The virtual world we have now - the World Wide Web and multiplayer games of various shapes and sizes - is simply not exciting or interesting enough to enjoy it fully. We have places to communicate with each other using text, sound and image, we have crude and simplistic approximations of what it might feel to be an adventurer in a mythical land, we have, one might say, an Internet currency - but not much else.

It's very easy to spend a whole day in front of the screen browsing what the Web grants us - especially the sites that provide maximum content for minimum of time - without achieving anything of even microscopic importance. Watching a hundred let's plays is barely an accomplishment worthy of congratulation, and arguing with people of strange names on forums about the color of the dress many would call "a waste of time" without hesitation. Is it enough to call it exciting, though? Granted, it gives us the quick pleasure we're getting trained to accept better than long-term happiness, and perhaps one with a dull life might survive this way, but would they be excited?

It's not to say we don't have some wonderful activities to partake. Being able to discuss an item of clothes or an ancient book with a person on the other side of the planet is an achievement for engineers and programmers who've built tools to do so, and they deserve praise of washing away physical borders. Being able to book a place in a restaurant on the other side of the ocean because you'll be in the country in a few days thanks to either a giant all-inclusive ship or an amazingly-quick airplane (or, hell, an underwater speed train) is an opportunity to use. Same goes to buying items, partaking in group activities without leaving one's seat, having a good laugh over a first person shooter game...

Still, it's hard to have the same fun of virtuality as of reality. Online activities might joy our brains, but our bodies get weaker the longer we sit and play, talk or browse, and the bodily enjoyment is an equally important part of good living. If the only way of my running on the foggy landscapes of a fictional world is by pressing one of the four keys on the keyboard, then it's barely exciting, challenging or interesting. If I'm unable to see people I'm talking to when the topic is the Internet, game theory or language, then I'm not as engaged into the whole conversation, for I can't sense other persons in physical sense - see the way their brows arch when they're angry or annoyed, hear their voice's modulation to guide me to what they feel on the matter, observe their body language overall... All of it are important aspects of social engagement, and if they're missing, to me it means we aren't doing good enough.

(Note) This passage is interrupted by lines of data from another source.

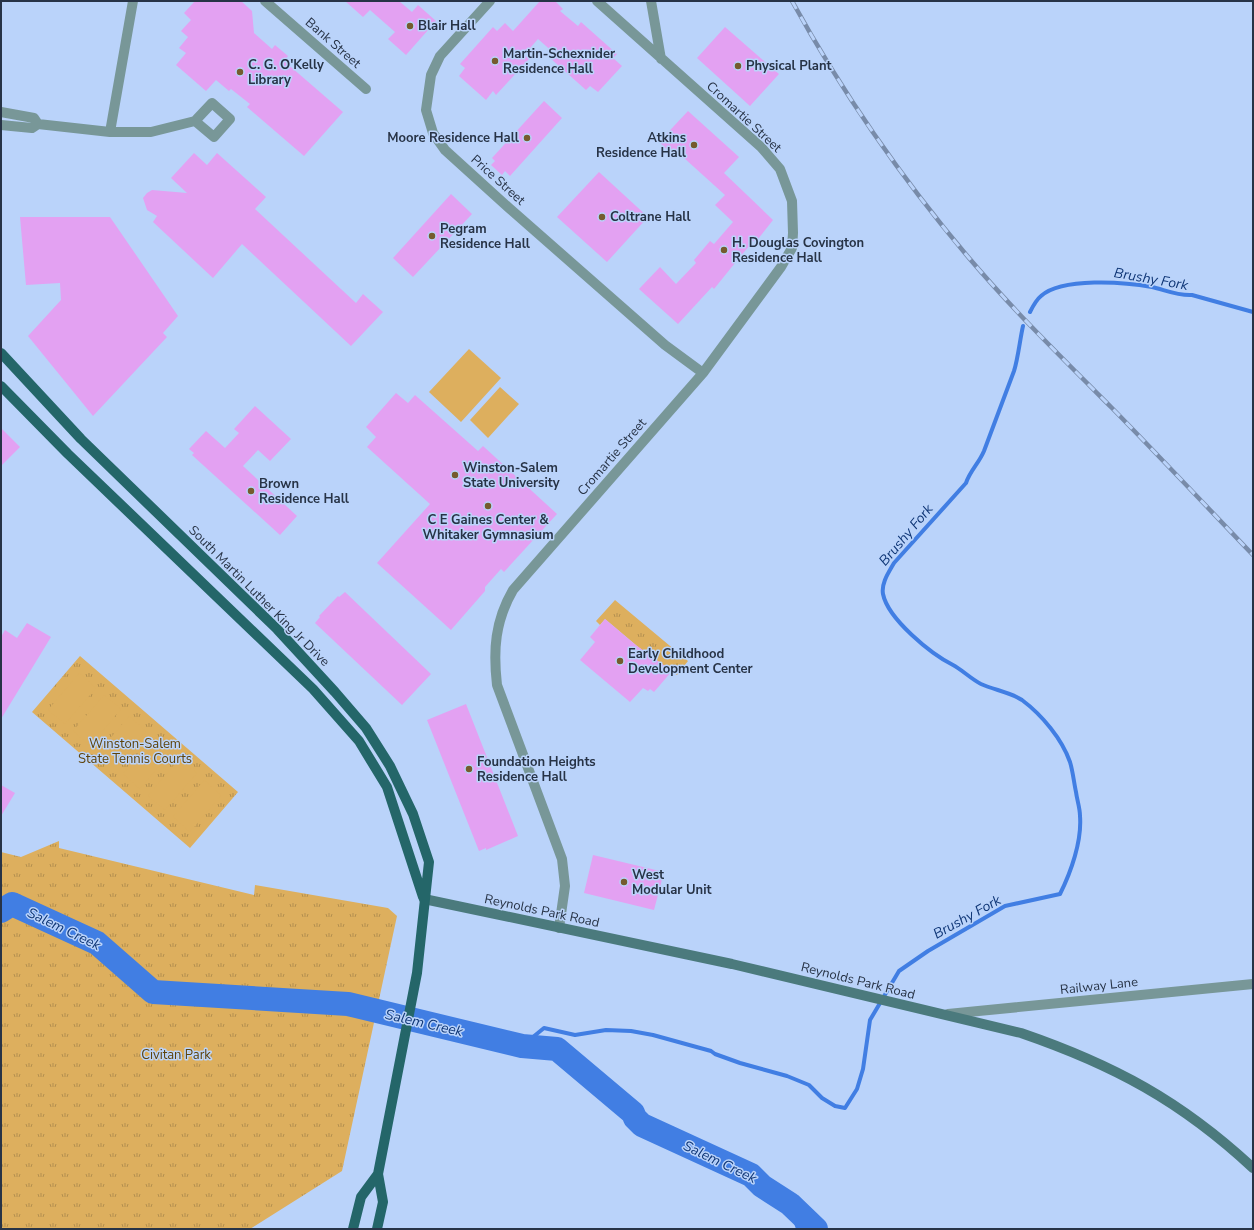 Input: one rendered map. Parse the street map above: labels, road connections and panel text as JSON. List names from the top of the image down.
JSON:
{
  "streets": {
    "main road": ["South Martin Luther King Jr Drive", "Reynolds Park Road"],
    "street": [
      "Bank Street",
      "Cromartie Street",
      "Price Street",
      "Railway Lane"
    ]
  },
  "crossings": [
    ["Cromartie Street", "Price Street"],
    ["Cromartie Street", "Reynolds Park Road"],
    ["South Martin Luther King Jr Drive", "Reynolds Park Road"],
    ["Reynolds Park Road", "Railway Lane"]
  ],
  "water": ["Brushy Fork", "Salem Creek"],
  "parks": ["Winston-Salem State Tennis Courts", "Civitan Park"],
  "places": [
    "Blair Hall",
    "Martin-Schexnider Residence Hall",
    "Physical Plant",
    "C. G. O'Kelly Library",
    "Moore Residence Hall",
    "Atkins Residence Hall",
    "Coltrane Hall",
    "Pegram Residence Hall",
    "H. Douglas Covington Residence Hall",
    "Winston-Salem State University",
    "Brown Residence Hall",
    "C E Gaines Center & Whitaker Gymnasium",
    "Early Childhood Development Center",
    "Foundation Heights Residence Hall",
    "West Modular Unit"
  ]
} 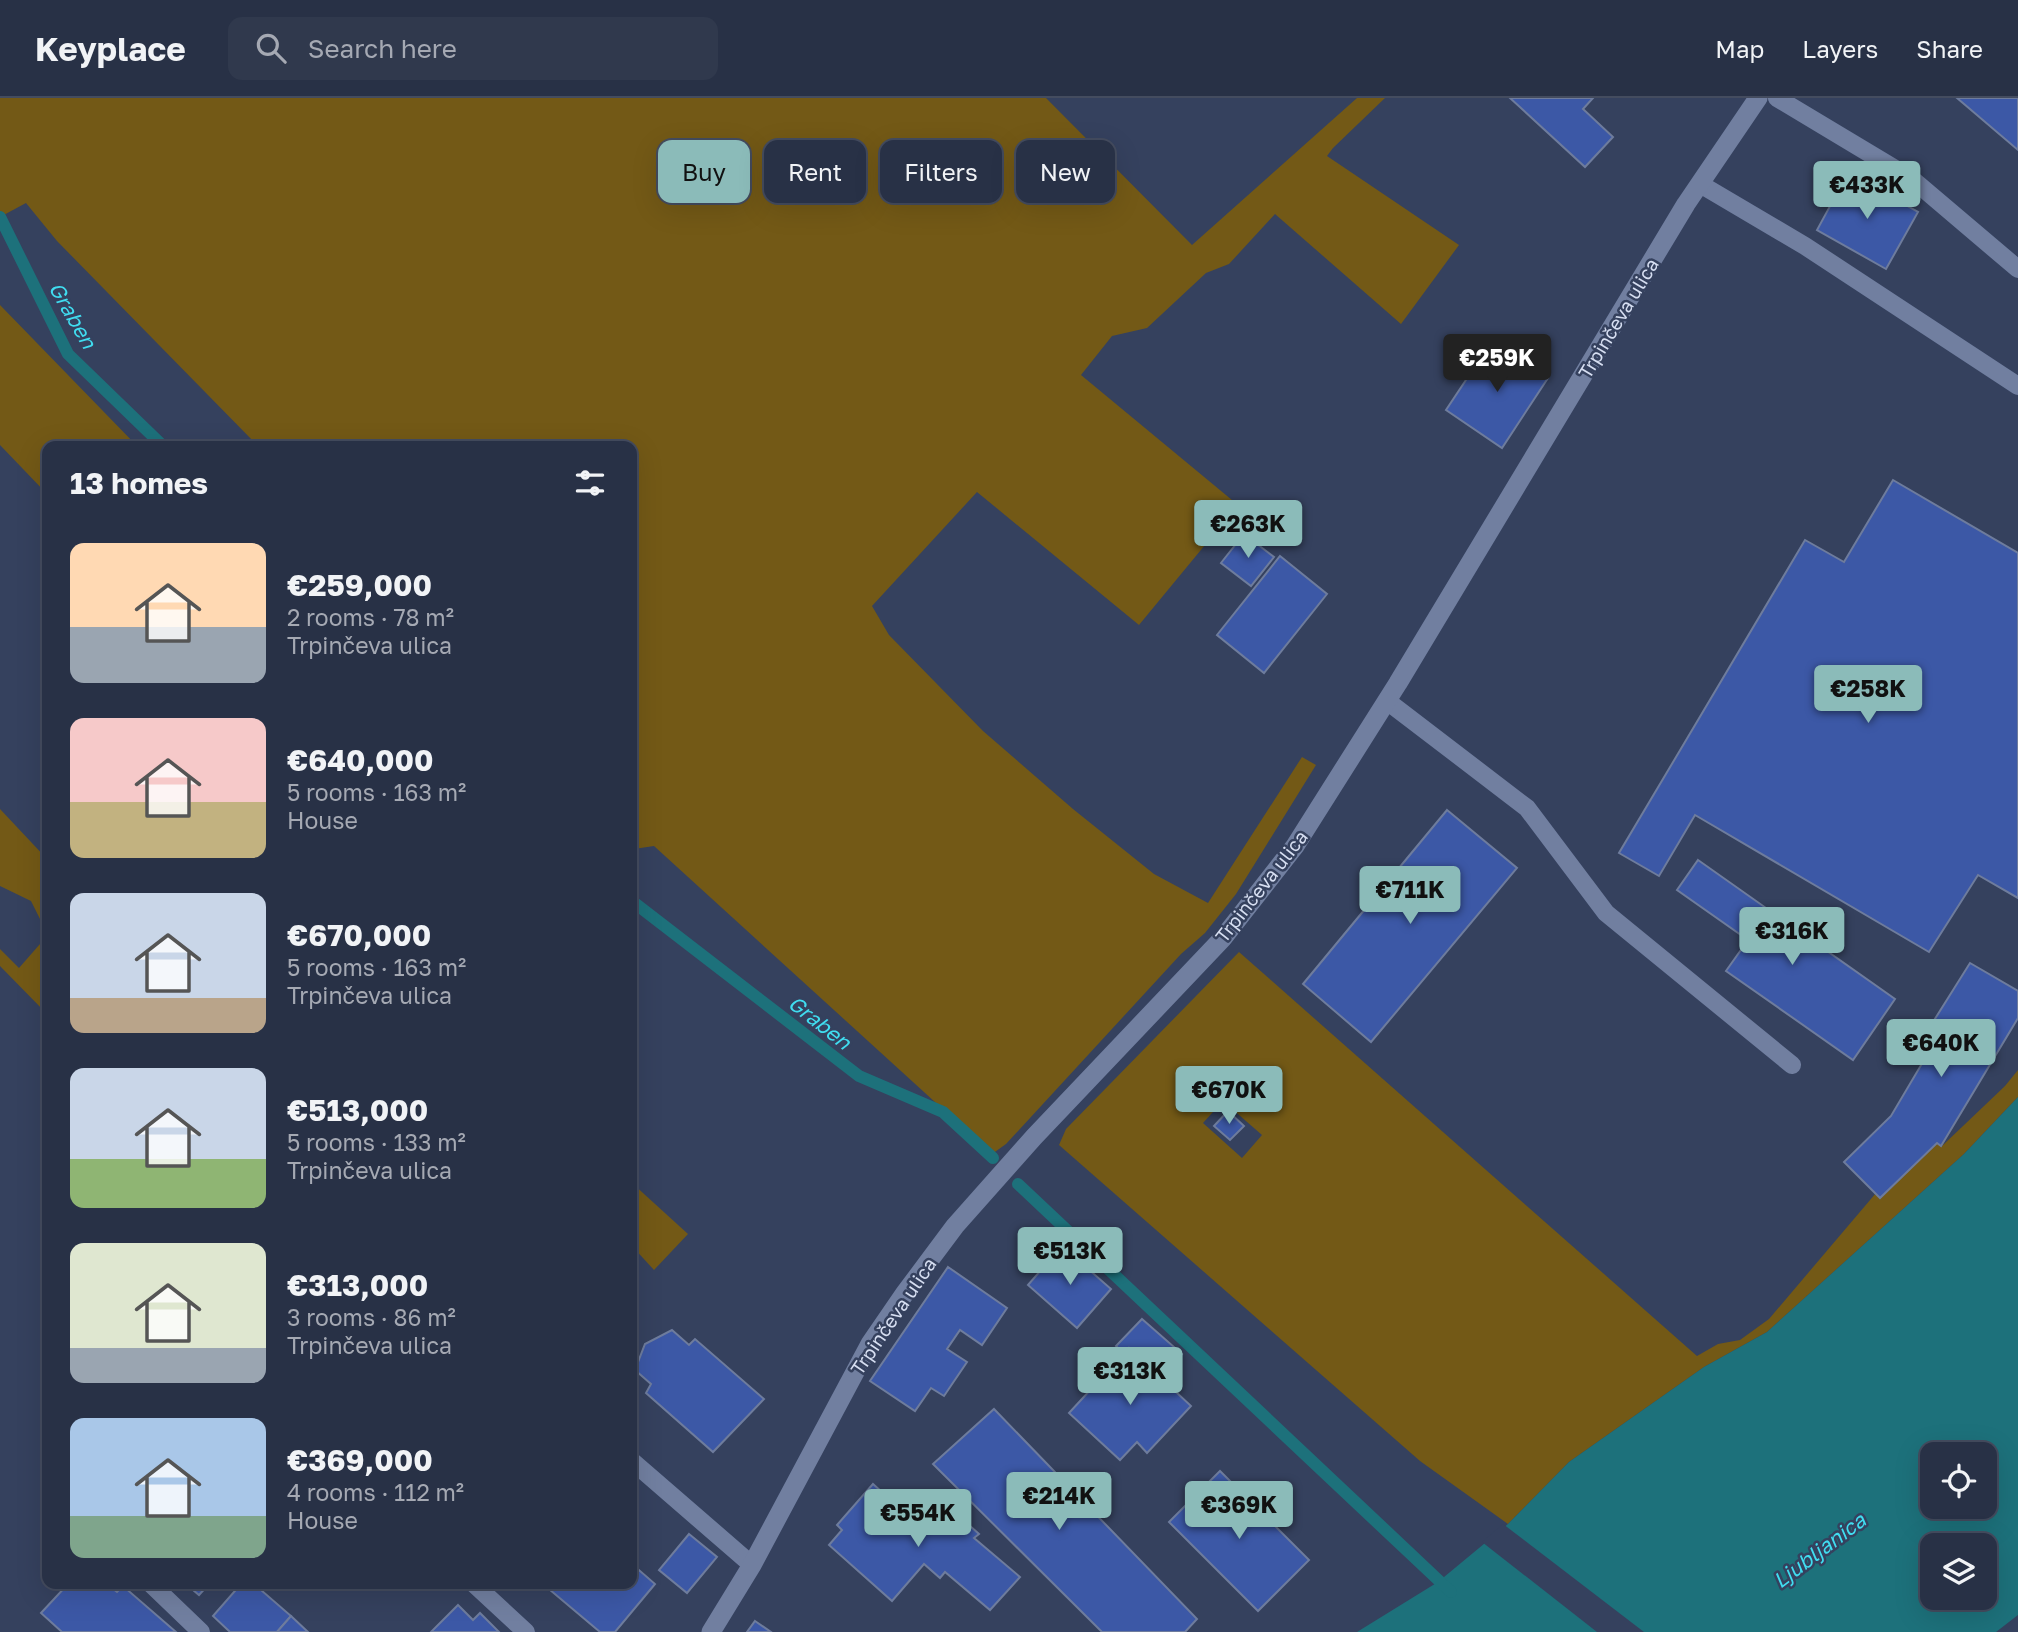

The perfect virtual world for me would be a world where I can feel the things I'm near by touching them, smelling them or licking them - essentially, the same as what real world might produce. We're a long way away from it: touch-projecting gadgets are mere prototypes at the moment, and the rest of the senses (excluding the quite good visuals and audials) aren't even there. Such a major implementation of immersion, no doubt, will cost a lot - processing, physical memory, the immersion devices themselves - and will take a lot of time to even achieve technologically.

Still, I believe that not only can we do it - I believe that I may be enjoying a prototype of such accoplishments in my lifetime. That is, if the whole ASI ordeal will not cover us whole - and then, it might be that the ASI will be the exact point I'm waiting for.